PROVIDED ENTRIES -
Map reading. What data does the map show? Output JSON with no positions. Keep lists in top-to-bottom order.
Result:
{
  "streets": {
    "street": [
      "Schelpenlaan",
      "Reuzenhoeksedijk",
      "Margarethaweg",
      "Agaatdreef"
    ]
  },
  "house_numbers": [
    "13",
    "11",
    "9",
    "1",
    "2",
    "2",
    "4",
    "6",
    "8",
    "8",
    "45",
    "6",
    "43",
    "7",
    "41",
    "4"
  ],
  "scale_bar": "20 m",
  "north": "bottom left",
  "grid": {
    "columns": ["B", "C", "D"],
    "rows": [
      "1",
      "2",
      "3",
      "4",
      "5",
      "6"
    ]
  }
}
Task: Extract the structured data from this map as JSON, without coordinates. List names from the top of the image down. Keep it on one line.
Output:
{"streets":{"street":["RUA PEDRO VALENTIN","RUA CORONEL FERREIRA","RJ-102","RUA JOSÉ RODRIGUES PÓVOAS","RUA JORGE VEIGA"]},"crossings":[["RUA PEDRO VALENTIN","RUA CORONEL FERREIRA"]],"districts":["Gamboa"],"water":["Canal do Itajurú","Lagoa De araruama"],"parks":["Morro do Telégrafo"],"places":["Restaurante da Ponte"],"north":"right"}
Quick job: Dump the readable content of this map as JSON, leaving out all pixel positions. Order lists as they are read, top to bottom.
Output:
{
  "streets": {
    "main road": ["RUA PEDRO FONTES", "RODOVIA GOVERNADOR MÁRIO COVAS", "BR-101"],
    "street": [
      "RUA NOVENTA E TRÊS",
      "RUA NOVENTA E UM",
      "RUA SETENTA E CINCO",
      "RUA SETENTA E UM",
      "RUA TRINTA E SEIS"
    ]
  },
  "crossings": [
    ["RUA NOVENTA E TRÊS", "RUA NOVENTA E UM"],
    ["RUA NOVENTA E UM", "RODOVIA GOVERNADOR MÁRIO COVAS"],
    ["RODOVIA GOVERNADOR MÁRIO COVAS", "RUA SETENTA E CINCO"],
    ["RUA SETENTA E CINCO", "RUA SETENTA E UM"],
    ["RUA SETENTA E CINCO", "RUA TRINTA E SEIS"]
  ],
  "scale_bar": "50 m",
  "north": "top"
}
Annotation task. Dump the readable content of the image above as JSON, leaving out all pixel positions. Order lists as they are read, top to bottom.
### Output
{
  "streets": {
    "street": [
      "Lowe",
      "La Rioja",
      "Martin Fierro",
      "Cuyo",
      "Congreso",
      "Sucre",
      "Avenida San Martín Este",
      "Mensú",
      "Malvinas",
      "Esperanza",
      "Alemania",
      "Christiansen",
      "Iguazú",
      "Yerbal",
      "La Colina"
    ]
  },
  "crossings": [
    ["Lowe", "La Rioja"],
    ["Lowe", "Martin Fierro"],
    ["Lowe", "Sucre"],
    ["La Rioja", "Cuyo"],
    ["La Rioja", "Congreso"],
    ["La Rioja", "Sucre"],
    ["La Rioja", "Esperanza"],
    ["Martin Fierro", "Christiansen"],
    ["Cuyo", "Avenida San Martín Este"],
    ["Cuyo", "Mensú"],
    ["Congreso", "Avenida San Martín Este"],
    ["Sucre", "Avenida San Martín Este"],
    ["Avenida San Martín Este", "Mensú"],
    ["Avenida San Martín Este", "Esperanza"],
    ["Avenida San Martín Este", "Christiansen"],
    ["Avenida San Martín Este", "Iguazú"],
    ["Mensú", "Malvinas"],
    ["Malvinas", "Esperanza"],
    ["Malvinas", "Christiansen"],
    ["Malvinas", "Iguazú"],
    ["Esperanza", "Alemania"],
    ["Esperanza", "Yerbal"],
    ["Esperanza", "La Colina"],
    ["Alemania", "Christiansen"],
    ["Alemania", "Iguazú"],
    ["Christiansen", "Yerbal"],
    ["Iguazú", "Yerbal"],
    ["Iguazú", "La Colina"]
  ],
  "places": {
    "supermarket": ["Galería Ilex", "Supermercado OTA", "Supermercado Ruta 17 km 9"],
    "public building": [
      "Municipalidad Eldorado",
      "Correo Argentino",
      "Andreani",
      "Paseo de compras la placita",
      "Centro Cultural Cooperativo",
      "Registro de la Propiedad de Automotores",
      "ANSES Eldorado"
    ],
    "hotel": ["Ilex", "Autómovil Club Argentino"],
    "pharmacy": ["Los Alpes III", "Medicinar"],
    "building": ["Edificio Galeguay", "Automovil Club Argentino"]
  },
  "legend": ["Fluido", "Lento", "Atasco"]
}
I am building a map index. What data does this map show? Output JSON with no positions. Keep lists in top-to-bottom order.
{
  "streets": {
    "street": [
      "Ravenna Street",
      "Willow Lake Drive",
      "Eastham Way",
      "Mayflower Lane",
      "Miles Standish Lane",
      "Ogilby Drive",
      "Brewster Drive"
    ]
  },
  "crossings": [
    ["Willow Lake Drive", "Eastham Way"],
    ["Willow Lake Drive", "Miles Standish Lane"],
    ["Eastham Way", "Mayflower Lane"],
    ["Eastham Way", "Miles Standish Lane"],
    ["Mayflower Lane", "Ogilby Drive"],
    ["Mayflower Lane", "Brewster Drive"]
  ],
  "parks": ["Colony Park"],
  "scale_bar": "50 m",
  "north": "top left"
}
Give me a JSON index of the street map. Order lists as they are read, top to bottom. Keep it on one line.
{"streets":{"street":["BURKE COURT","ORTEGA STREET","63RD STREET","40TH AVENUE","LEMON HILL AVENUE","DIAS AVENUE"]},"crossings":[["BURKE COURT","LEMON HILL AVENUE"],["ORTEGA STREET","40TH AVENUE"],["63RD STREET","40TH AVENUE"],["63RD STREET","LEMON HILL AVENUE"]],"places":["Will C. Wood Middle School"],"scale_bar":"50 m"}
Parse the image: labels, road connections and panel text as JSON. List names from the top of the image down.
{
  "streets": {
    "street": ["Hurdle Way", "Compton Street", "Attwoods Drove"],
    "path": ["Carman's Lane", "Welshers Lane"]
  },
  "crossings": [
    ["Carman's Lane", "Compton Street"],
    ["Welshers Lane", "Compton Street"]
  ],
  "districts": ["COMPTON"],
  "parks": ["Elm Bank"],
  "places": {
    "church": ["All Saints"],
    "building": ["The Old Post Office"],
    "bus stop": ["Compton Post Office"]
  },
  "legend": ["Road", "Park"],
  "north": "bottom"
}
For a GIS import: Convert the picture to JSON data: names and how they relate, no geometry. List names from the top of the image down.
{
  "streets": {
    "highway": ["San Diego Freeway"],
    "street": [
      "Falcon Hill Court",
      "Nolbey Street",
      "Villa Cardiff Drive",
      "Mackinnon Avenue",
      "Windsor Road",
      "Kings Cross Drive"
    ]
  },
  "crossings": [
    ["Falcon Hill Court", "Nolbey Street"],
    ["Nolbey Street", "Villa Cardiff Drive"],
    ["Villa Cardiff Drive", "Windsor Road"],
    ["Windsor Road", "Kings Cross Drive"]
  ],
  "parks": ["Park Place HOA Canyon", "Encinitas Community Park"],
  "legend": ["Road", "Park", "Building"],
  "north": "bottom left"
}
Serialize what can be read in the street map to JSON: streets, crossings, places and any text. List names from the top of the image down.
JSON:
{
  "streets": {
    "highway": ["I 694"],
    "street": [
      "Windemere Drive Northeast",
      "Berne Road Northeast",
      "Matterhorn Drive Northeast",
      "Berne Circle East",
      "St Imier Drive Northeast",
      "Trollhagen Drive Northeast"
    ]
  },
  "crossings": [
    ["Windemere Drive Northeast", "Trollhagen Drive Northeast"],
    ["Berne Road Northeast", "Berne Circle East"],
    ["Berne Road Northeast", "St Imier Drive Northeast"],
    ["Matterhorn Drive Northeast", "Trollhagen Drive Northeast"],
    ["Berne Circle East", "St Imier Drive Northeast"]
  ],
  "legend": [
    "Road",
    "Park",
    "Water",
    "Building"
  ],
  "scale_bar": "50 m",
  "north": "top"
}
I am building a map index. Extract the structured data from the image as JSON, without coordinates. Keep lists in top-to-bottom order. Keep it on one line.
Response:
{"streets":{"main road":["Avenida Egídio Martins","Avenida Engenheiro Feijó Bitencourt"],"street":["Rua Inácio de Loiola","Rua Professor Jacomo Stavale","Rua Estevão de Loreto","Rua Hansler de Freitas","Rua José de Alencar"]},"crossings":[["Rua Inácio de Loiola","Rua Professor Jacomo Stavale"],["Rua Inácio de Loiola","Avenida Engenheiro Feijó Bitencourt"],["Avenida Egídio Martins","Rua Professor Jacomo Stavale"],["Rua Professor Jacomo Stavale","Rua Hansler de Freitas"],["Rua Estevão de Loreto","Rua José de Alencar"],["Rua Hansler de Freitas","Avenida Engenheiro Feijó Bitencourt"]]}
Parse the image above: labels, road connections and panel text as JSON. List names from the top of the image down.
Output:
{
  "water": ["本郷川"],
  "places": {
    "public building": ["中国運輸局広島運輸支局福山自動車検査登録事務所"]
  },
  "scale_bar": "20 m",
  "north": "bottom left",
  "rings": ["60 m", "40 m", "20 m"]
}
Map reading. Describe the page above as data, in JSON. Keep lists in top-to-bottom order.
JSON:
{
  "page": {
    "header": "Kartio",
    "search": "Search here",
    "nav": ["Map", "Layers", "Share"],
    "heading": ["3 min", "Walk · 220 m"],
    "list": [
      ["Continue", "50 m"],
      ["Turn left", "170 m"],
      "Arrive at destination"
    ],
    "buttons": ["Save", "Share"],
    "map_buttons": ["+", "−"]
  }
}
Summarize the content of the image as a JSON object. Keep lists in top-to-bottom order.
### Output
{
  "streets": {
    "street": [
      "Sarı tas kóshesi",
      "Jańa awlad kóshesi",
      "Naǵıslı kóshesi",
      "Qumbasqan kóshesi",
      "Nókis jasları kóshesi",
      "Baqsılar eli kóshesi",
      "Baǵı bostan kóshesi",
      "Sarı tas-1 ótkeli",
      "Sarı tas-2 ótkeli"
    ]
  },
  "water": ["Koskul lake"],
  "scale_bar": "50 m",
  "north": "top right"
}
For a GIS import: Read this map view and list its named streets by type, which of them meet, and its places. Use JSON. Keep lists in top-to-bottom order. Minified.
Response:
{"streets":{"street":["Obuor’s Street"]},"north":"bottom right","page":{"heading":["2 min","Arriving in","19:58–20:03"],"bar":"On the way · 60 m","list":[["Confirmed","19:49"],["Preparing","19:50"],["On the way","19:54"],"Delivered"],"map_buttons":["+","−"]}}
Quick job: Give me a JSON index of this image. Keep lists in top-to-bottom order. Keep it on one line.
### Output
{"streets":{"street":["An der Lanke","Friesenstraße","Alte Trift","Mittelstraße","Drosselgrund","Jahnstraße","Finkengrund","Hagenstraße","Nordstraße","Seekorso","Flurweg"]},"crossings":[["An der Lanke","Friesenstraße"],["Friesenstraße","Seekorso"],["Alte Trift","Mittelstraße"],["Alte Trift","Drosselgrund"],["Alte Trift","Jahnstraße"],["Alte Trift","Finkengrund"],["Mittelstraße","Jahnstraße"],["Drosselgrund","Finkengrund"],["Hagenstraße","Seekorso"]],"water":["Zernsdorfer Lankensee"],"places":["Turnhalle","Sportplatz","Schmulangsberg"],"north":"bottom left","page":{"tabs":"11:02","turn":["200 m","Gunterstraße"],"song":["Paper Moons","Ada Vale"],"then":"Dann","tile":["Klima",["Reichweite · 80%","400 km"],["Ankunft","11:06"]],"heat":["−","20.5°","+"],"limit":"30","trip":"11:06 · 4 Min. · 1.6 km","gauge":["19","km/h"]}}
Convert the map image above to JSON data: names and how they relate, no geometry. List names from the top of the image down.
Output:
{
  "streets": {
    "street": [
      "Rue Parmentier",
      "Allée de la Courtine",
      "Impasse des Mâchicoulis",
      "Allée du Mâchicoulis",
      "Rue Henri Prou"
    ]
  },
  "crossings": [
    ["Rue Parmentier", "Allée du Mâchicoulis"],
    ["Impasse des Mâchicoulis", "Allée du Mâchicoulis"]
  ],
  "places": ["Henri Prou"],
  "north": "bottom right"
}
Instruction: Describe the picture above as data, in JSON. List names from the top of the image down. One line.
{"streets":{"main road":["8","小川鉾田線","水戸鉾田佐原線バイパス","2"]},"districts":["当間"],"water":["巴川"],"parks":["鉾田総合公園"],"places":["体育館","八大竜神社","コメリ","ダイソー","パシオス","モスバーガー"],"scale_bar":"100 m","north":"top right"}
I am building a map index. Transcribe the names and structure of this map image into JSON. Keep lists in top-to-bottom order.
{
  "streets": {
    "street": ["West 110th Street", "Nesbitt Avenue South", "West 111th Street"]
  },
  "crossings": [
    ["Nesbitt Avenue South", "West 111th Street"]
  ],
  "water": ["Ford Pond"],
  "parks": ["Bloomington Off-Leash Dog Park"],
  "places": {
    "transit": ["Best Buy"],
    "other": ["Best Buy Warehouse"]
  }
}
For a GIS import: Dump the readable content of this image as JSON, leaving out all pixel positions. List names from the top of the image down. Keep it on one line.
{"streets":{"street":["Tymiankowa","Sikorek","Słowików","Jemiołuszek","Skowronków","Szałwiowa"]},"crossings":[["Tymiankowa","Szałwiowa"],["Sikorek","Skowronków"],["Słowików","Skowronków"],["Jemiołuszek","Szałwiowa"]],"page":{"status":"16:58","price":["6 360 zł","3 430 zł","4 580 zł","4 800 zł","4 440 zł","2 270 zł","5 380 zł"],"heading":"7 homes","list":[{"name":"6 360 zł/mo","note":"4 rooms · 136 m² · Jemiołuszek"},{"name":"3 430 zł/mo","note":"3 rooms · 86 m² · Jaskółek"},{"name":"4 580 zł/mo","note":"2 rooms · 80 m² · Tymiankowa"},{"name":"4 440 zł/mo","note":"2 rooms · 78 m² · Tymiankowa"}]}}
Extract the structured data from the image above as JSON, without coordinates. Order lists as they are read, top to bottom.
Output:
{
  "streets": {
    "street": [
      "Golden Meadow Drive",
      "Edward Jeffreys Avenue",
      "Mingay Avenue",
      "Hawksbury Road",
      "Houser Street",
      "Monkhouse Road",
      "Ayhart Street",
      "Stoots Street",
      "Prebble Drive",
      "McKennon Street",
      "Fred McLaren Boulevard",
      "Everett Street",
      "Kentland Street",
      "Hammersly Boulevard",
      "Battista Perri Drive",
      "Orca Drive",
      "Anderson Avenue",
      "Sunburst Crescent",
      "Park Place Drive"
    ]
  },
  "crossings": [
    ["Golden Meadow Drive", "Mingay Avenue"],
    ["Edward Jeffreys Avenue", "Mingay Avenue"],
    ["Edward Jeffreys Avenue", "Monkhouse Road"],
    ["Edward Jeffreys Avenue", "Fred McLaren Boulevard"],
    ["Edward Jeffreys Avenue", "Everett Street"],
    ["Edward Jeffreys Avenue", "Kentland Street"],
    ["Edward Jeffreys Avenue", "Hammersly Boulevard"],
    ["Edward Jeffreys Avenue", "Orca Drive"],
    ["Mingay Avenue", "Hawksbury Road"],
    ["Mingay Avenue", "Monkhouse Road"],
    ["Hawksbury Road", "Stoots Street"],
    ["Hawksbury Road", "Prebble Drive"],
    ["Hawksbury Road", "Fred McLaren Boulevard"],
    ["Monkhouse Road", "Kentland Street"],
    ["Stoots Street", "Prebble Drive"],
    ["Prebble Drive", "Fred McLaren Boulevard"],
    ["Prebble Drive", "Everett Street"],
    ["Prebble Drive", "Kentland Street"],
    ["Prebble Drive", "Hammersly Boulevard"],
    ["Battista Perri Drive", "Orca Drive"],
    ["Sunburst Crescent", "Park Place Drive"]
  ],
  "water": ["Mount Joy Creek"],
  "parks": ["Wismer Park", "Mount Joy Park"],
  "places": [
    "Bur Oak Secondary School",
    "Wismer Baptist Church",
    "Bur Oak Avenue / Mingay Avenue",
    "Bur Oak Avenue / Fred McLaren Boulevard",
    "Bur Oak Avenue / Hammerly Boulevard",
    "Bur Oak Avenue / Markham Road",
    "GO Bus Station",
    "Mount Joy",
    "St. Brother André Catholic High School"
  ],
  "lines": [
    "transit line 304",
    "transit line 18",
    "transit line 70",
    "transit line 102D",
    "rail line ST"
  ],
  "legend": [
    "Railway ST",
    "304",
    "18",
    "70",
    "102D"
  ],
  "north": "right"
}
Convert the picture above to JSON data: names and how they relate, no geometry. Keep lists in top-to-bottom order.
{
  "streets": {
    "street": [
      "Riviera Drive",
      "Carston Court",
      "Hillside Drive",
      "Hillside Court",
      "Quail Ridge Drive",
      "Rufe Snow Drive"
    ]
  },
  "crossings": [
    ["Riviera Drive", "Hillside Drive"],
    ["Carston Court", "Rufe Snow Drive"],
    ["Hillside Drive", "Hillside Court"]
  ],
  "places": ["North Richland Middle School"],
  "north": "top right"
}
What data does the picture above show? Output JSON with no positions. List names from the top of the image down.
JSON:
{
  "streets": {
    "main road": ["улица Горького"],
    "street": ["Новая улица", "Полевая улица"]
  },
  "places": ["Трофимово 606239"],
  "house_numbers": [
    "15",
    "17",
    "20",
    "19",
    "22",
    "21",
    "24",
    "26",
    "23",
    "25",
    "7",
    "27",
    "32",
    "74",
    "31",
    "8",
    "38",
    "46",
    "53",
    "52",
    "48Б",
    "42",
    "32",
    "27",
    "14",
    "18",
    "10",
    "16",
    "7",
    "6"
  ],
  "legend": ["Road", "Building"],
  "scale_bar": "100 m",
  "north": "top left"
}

WHAT IS REQUIRED - Write down exactly every line of the material above up to and including the line containing "Quick job: Dump".

TASK OUTPUT -
Map reading. What data does the map show? Output JSON with no positions. Keep lists in top-to-bottom order.
Result:
{
  "streets": {
    "street": [
      "Schelpenlaan",
      "Reuzenhoeksedijk",
      "Margarethaweg",
      "Agaatdreef"
    ]
  },
  "house_numbers": [
    "13",
    "11",
    "9",
    "1",
    "2",
    "2",
    "4",
    "6",
    "8",
    "8",
    "45",
    "6",
    "43",
    "7",
    "41",
    "4"
  ],
  "scale_bar": "20 m",
  "north": "bottom left",
  "grid": {
    "columns": ["B", "C", "D"],
    "rows": [
      "1",
      "2",
      "3",
      "4",
      "5",
      "6"
    ]
  }
}
Task: Extract the structured data from this map as JSON, without coordinates. List names from the top of the image down. Keep it on one line.
Output:
{"streets":{"street":["RUA PEDRO VALENTIN","RUA CORONEL FERREIRA","RJ-102","RUA JOSÉ RODRIGUES PÓVOAS","RUA JORGE VEIGA"]},"crossings":[["RUA PEDRO VALENTIN","RUA CORONEL FERREIRA"]],"districts":["Gamboa"],"water":["Canal do Itajurú","Lagoa De araruama"],"parks":["Morro do Telégrafo"],"places":["Restaurante da Ponte"],"north":"right"}
Quick job: Dump the readable content of this map as JSON, leaving out all pixel positions. Order lists as they are read, top to bottom.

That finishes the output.